1.3. Teología experimental agnóstica
Del agnosticismo, el Concilio deriva la “aequalitas jurídica” y el “neve ínter eos discriminatio fíat [… ] propter rationes religiosas” (6.7); la acción libre de “cuiusvis religionis”, de cualquier falsa religión (6.8) predicando la “euromque pacifica compositione” (7.6) junto con la “libertas quam máxime”, la “integrae libertatis consuetudo” (7.7). Todos pueden “libere ostendere”, “mostrar libremente la virtud singular de la propia doctrina” (4.8); todos pueden “reunirse movidos por el propio sentimieno religioso” (suo ipsorum sensu religioso moti) (4.9). Se excluye todo género de coacción exterior contra las falsas religiones (quodvis genus coercitionis) (10.3). Gregorio XVI llamó a eso“summam impudentiam”, suma desvergüenza (Mirari vos).
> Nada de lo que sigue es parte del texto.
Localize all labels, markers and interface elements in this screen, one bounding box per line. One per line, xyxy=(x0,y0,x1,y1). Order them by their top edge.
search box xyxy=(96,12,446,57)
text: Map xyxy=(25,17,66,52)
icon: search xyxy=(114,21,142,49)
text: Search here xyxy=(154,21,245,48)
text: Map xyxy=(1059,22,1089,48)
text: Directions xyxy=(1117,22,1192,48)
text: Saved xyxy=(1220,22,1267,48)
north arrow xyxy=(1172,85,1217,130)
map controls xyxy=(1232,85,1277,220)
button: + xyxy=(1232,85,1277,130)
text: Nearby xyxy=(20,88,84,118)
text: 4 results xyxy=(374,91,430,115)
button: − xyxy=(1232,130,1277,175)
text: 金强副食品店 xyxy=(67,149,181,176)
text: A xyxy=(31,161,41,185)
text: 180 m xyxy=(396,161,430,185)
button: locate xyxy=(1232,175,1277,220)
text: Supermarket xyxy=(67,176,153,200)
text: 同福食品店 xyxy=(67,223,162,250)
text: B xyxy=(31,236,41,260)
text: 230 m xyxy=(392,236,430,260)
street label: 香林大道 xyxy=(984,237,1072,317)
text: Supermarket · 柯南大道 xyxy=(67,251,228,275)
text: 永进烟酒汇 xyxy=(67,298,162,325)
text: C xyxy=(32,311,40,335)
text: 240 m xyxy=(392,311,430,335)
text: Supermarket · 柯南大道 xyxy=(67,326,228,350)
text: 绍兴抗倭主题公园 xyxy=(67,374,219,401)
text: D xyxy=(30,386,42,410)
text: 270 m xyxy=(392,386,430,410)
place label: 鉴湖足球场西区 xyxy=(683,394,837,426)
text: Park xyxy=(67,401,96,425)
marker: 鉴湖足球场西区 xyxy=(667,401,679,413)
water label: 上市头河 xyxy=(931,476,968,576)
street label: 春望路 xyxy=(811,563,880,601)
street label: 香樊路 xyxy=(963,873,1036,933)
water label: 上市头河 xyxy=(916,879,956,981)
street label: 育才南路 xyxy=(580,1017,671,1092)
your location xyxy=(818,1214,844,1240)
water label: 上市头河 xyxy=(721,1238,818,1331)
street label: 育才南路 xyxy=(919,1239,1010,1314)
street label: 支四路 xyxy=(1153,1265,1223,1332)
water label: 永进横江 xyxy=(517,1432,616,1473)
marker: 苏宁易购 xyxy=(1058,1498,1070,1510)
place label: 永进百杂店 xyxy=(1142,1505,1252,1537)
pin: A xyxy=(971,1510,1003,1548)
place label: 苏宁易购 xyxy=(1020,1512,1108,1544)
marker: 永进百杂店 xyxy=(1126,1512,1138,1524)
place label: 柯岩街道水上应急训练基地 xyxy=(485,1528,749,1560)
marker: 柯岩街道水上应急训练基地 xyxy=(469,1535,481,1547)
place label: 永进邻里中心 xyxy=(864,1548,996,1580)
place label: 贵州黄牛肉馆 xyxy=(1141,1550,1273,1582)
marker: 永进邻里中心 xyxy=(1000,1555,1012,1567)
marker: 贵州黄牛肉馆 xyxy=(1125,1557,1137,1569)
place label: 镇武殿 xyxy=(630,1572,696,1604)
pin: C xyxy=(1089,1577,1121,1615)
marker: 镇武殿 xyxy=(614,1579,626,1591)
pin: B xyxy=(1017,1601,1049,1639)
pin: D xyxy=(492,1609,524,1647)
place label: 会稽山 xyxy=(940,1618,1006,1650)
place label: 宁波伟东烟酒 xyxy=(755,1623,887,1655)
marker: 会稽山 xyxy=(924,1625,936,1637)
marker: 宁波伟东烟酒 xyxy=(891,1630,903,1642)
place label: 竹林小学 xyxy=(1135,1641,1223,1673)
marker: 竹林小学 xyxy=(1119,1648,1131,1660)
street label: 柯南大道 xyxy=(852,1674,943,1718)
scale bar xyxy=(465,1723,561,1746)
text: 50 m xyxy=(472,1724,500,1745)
El Concilio, sin embargo, afirma que “aunque la Revelación divina no afirme expresamente ese derecho (non expresse affirmet jus)”, con todo ella muestra la “dignidad del hombre” y de ahí concluye que semejante doctrina“tiene raíces en la Revelación divina” (radices habet) (9,2). Ahora bien, es falso que la Revelación solamente “no exprese” ese
derecho: ella expresa lo opuesto. Y si muestra la dignidad ontológica
del hombre, dotado de libertad psicológica (creado a imagen y semejanza
de Dios), ella también evidencia la discriminación moral entre buenos y
malos, y lógica entre verdad y error. Sólo una falsa “revelación” agnóstica mostraría una “dignidad” agnóstica del “hombre“. El propio término “hombre” es universal y no relativista, no un mero “sentimiento” subjetivo. Pero el Concilio pretende que el conocimiento de esa dignidad del hombre y de sus “exigencias” “se volvieron más conocidas a la razón humana (plenius) por la experiencia de los siglos”, “per saeculorum experientiam” (9.1.). Entonces, la “Revelación” conciliar viene por la “razón” de cada uno y por la “experiencia“, por una razón agnóstica que “no discrimina por razones religiosas”, por el “sentimiento religioso”. Se pretende la evolución de la verdad: hoy esa “dignidad” sería de conocimiento “más pleno” para una razón que no alcanza la verdad. ¡Contradicción! ¡Injuria a la Civilización cristiana!
1.4. Igualdad jurídica entre el error y la verdad
Pretende el Concilio una “congruencia” entre los derechos de la verdad y de la fe con los derechos contrarios a la verdad y a la fe. ¡Nuevo sofisma! La Iglesia enseña que nadie sea forzado a cumplir el deber de creer: “que nadie sea forzado contra su voluntad a abrazar la fe católica, pues, como enseña San Agustín, nadie puede creer sino voluntariamente” (León
XIII – D.B. 1875). Entonces, la Iglesia tolera que no se cumpla ese
deber de creer. Pero, de la voluntariedad psicológica exigible por el
acto de fe, el Concilio pasa a la libertad lógica, moral y jurídica: “Por
lo tanto, está plenamente de acuerdo con la naturaleza de la fe que, en
materia religiosa [agnósticamente concebida}, cualquier género de
coacción por parte de los hombres sea excluido” (10.3). El “obsequio racional” de la fe se torna “libre”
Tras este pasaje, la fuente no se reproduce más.